I bought an Apple Watch to encourage me to get more active – working from home meant sitting down far more than I was used to. I took an ECG when I was feeling some of my anxiety sensations, not really knowing what I expected to see, and the result read, “This ECG shows signs of Atrial Fibrillation”. Fantastic! I took another just minutes later which showed a normal Sinus Rhythm.
I became unhealthy obsessed with this feature on the watch. Daily I’d be doing an ECG and in all honesty, the majority of results showed as a normal Sinus Rhythm. But that didn’t matter to me, as just that one A-Fib result was enough to ruin my whole week.
As the months went on, I knew I needed to do something about it, as well as my anxiety in general, so I called my doctor.
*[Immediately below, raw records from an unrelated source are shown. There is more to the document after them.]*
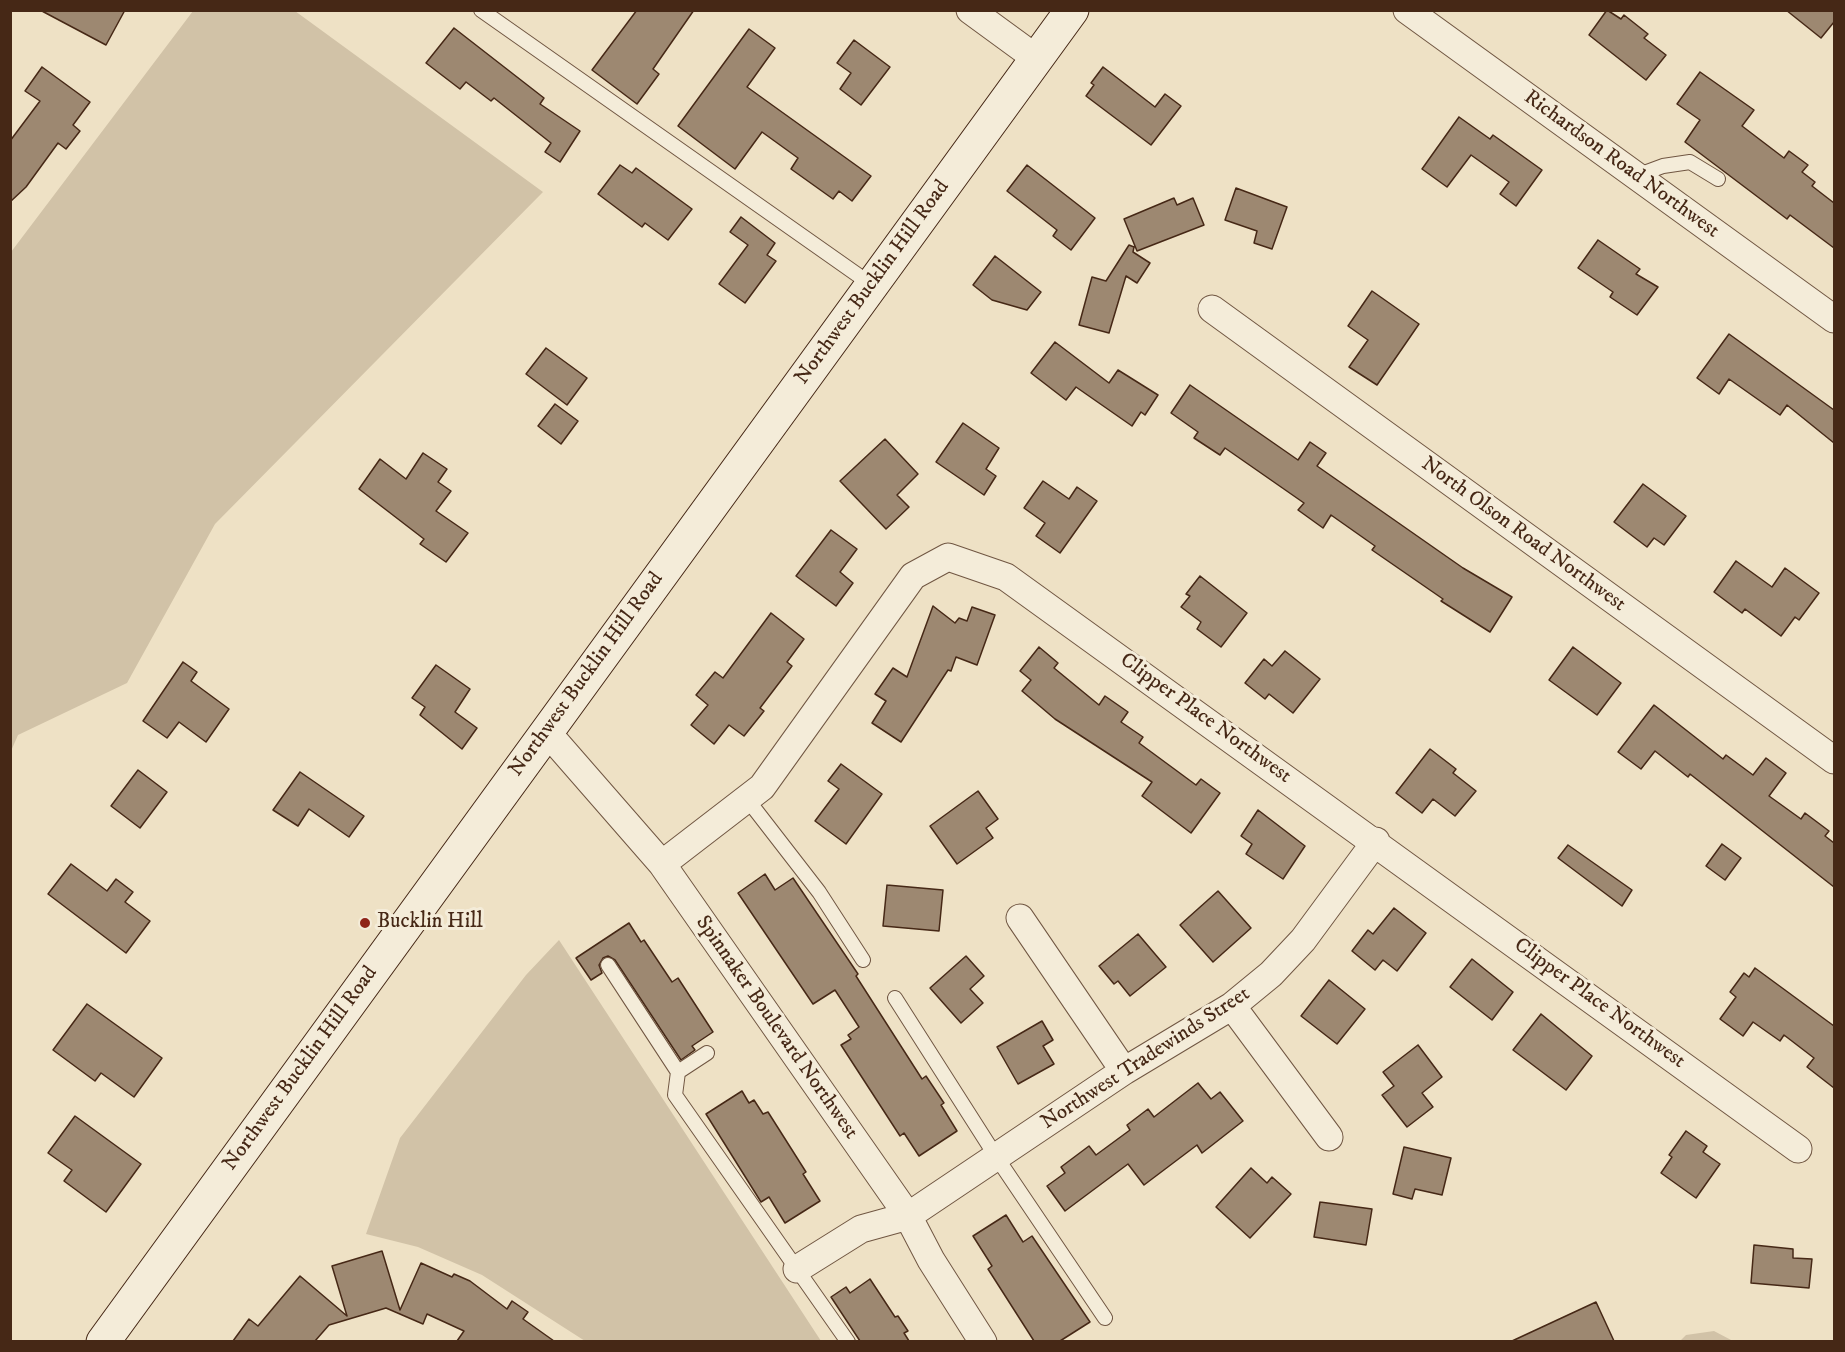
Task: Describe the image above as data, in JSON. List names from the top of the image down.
{
  "streets": {
    "main road": ["Northwest Bucklin Hill Road"],
    "street": [
      "Richardson Road Northwest",
      "North Olson Road Northwest",
      "Clipper Place Northwest",
      "Spinnaker Boulevard Northwest",
      "Northwest Tradewinds Street"
    ]
  },
  "crossings": [
    ["Northwest Bucklin Hill Road", "Spinnaker Boulevard Northwest"],
    ["Clipper Place Northwest", "Spinnaker Boulevard Northwest"],
    ["Clipper Place Northwest", "Northwest Tradewinds Street"],
    ["Spinnaker Boulevard Northwest", "Northwest Tradewinds Street"]
  ],
  "places": ["Bucklin Hill"]
}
They referred me for heart monitoring and gave me a self-referral link to the NHS wellbeing hub.
As with everything with the NHS during Covid, the wait times were too long. So, I paid to go private for a 7-day heart monitor. Once I got the results, it confirmed there were no signs of A-Fib and I had a normal Sinus Rhythm with an occasional Sinus Arrhythmia which I was assured was perfectly normal and didn’t put me at risk of any cardiovascular health concerns.
Did this put my mind at ease? Yes.
Did it stop me worrying about heart health? No.
Getting an official anxiety diagnosis
As my heart health was still clearly on my mind, I did a self-referral to the NHS wellbeing hub to see what support I could get. I was fed up with almost two years of constant health worry, which was becoming a daily concern since fixating on my heart health. After going through assessments, I was officially diagnosed with severe health anxiety in November 2021 and referred for CBT therapy.
It was reassuring to know I finally had a diagnosis. Although it was pretty obvious I was suffering from anxiety, without that official diagnosis, I felt like I was stuck – is it that, or is it something else? Not a great mindset when you have health anxiety.
Panic attacks making an unwelcome return
In January 2022, I suffered three panic attacks – I’d gone almost two years since my first one and then boom, three in the space of one month. Work over the last eleven months by this point had been incredibly stressful, coupled with the daily battle from health anxiety. Then, one gloomy day on 11th February 2022, I broke down during a video call to my manager. I had just got myself settled after a panic attack that morning and all she asked was, “how are you feeling?” and that was it. I was gone. I’d never broken down like that to anyone other than family before. I felt incredibly vulnerable, but at the same time, I simply didn’t care. I was exhausted, I was scared, and I just wanted my anxiety cured. If only it was that simple.
That same day I was signed off from work for seven weeks with stress. Work had been incredibly full-on with very little breaks to help me along the way. Coupled with the endless worry about non-existent health concerns, mentally I was exhausted. I knew this was going to be the start of a tough, but very well-needed break to finally focus on myself.
Starting CBT therapy and finally moving forward
I started therapy twice a week and it’s been a huge help. I’ve noticed a major difference in my confidence and my energy, but more importantly, I’ve learned so much about myself, my triggers and how to cope with my anxiety sensations. I’m going to write a post detailing everything that helps my anxiety, so stay tuned for that.
At the time of writing this post, I’m in my fourth week of sick leave. I’ve had good and bad days, and know that’ll be something I’ll likely always have. But the biggest difference is knowing what helps reduce anxiety sensations, how to stop my mind wandering and creating catastrophic scenarios, and stopping myself from searching for every little symptom. In the space of four weeks I’ve come a long way and already feel healthier for it, but there’s still a long way to go.
If you’ve made it to this point in the post, thank you for taking the time to read this. Whether it’s for your own benefit, to learn for a friend or family, or for anything else, I hope it’s helped.